> _TASK BRIEF_: Repeat, please, only the lines from the top of the data down to the line with "2px #423f52) drop-shadow(0"; include both of those lines.

> _Data records_:
────────────────────────────────────────

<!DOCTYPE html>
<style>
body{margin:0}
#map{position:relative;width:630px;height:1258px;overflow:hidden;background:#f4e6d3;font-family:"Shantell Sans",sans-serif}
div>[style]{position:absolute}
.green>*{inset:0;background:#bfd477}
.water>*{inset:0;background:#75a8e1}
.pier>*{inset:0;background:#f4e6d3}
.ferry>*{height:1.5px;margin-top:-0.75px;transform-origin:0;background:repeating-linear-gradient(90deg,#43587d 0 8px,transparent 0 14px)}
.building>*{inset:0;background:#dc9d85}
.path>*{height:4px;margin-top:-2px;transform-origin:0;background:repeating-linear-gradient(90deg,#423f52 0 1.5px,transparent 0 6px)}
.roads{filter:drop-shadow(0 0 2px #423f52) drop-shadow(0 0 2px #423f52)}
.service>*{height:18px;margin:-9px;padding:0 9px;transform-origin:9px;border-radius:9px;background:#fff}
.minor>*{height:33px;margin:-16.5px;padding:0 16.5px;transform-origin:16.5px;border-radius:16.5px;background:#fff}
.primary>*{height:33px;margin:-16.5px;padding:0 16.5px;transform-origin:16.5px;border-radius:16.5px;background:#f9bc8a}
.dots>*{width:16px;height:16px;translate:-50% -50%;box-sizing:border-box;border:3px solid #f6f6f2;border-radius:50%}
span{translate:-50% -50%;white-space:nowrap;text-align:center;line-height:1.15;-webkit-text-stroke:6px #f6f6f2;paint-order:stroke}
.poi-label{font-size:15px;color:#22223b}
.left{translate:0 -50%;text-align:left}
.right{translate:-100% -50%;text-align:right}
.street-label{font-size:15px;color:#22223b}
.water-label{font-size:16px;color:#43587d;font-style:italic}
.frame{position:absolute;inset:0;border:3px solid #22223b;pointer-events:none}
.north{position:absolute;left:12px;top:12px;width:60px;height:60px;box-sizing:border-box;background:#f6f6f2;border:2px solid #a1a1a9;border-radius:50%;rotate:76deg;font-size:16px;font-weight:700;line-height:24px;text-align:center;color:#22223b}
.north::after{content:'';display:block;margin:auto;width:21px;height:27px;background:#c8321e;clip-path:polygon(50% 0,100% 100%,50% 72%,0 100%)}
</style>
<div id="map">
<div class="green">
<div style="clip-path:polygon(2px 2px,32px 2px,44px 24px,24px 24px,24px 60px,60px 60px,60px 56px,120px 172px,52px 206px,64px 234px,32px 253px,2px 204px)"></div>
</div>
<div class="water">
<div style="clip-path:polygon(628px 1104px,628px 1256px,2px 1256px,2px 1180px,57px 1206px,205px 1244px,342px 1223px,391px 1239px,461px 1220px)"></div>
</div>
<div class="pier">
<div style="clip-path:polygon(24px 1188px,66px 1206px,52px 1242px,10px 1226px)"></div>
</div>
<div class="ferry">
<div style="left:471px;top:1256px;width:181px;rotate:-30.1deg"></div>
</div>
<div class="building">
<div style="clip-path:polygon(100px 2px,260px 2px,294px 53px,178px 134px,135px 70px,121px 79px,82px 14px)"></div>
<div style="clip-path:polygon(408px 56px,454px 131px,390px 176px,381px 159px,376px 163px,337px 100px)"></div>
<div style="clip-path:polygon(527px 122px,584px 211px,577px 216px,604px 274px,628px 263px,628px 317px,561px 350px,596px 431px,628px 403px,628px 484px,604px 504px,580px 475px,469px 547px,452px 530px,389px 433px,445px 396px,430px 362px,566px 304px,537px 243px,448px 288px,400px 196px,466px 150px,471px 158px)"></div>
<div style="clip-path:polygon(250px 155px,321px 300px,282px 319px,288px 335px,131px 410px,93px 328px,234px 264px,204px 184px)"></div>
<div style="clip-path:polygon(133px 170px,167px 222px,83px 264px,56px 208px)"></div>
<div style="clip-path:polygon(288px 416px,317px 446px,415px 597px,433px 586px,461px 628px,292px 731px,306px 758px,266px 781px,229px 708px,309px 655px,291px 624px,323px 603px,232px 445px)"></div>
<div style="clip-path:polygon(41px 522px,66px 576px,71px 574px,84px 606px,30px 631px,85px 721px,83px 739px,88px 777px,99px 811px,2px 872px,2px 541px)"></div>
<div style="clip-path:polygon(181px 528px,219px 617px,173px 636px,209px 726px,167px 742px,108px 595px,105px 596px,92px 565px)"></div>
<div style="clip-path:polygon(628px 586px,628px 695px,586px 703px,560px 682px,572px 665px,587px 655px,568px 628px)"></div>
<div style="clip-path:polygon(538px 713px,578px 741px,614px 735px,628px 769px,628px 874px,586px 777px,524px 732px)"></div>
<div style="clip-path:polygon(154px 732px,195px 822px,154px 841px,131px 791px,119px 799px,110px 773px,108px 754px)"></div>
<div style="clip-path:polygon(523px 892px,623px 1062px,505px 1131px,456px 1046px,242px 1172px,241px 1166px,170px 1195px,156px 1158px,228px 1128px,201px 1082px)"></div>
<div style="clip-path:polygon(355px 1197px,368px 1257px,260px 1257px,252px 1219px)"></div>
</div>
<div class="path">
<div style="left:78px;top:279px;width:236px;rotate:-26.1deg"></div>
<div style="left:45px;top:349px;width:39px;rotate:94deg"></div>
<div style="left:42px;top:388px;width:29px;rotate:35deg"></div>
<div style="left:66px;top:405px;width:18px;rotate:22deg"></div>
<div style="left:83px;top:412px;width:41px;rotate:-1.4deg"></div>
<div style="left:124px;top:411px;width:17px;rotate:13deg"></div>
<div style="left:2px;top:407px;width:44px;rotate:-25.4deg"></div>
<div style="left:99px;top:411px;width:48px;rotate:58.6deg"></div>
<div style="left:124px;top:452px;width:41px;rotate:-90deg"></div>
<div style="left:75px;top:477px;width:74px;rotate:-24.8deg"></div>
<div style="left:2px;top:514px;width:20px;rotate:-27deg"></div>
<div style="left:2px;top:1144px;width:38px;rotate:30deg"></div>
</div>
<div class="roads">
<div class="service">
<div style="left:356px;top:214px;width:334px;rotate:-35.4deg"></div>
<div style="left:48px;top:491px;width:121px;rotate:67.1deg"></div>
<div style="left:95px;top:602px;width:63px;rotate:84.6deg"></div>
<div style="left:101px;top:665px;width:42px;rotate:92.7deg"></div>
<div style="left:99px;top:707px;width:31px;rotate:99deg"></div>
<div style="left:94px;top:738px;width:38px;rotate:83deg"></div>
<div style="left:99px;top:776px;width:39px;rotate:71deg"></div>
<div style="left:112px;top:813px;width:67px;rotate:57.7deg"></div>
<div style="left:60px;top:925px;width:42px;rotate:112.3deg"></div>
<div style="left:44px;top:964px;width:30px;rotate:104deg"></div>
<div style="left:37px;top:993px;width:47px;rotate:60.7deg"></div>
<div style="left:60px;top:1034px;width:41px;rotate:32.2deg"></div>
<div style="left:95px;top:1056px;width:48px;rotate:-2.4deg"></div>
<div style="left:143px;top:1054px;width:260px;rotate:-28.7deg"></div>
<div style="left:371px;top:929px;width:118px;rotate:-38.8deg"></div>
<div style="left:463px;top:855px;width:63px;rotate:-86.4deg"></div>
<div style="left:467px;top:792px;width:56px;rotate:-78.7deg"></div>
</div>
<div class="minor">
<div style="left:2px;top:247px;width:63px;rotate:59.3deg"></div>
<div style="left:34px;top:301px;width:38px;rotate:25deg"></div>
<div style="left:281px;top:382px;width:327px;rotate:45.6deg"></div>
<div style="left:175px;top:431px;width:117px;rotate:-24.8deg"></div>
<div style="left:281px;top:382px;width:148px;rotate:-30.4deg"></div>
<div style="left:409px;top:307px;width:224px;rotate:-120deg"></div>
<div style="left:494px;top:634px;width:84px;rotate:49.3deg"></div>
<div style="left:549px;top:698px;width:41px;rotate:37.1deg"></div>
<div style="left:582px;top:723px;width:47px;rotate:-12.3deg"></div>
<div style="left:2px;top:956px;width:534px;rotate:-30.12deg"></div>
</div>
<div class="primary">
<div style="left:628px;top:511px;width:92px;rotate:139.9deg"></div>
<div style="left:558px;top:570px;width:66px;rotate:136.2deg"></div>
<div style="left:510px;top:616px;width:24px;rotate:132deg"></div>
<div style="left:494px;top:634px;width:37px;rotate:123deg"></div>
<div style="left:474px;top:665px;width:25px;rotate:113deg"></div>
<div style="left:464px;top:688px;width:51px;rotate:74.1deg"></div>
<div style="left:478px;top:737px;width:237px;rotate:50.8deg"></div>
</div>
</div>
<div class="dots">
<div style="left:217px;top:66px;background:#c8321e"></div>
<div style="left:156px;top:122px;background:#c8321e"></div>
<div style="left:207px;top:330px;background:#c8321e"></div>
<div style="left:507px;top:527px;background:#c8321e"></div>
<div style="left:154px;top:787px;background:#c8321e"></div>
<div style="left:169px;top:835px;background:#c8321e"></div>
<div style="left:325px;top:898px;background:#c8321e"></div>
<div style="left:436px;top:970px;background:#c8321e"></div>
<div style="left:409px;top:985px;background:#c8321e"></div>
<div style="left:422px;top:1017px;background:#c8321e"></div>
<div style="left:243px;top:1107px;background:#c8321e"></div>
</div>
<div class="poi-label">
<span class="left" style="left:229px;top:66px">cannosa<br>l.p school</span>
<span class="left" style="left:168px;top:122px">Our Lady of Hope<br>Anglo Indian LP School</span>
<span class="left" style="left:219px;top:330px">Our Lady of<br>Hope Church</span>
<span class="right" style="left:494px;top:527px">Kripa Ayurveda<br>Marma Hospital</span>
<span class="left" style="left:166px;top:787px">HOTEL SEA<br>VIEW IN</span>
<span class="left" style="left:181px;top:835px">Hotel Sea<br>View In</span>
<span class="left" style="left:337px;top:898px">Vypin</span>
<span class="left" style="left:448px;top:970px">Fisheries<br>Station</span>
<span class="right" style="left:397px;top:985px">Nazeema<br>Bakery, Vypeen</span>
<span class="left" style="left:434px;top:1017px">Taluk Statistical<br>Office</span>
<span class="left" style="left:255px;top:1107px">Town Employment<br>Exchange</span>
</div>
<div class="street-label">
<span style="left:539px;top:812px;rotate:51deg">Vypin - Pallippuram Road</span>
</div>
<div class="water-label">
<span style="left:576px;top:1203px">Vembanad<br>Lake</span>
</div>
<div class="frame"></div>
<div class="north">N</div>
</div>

────────────────────────────────────────

> _REPLY TO THE EXERCISE_:
<!DOCTYPE html>
<style>
body{margin:0}
#map{position:relative;width:630px;height:1258px;overflow:hidden;background:#f4e6d3;font-family:"Shantell Sans",sans-serif}
div>[style]{position:absolute}
.green>*{inset:0;background:#bfd477}
.water>*{inset:0;background:#75a8e1}
.pier>*{inset:0;background:#f4e6d3}
.ferry>*{height:1.5px;margin-top:-0.75px;transform-origin:0;background:repeating-linear-gradient(90deg,#43587d 0 8px,transparent 0 14px)}
.building>*{inset:0;background:#dc9d85}
.path>*{height:4px;margin-top:-2px;transform-origin:0;background:repeating-linear-gradient(90deg,#423f52 0 1.5px,transparent 0 6px)}
.roads{filter:drop-shadow(0 0 2px #423f52) drop-shadow(0 0 2px #423f52)}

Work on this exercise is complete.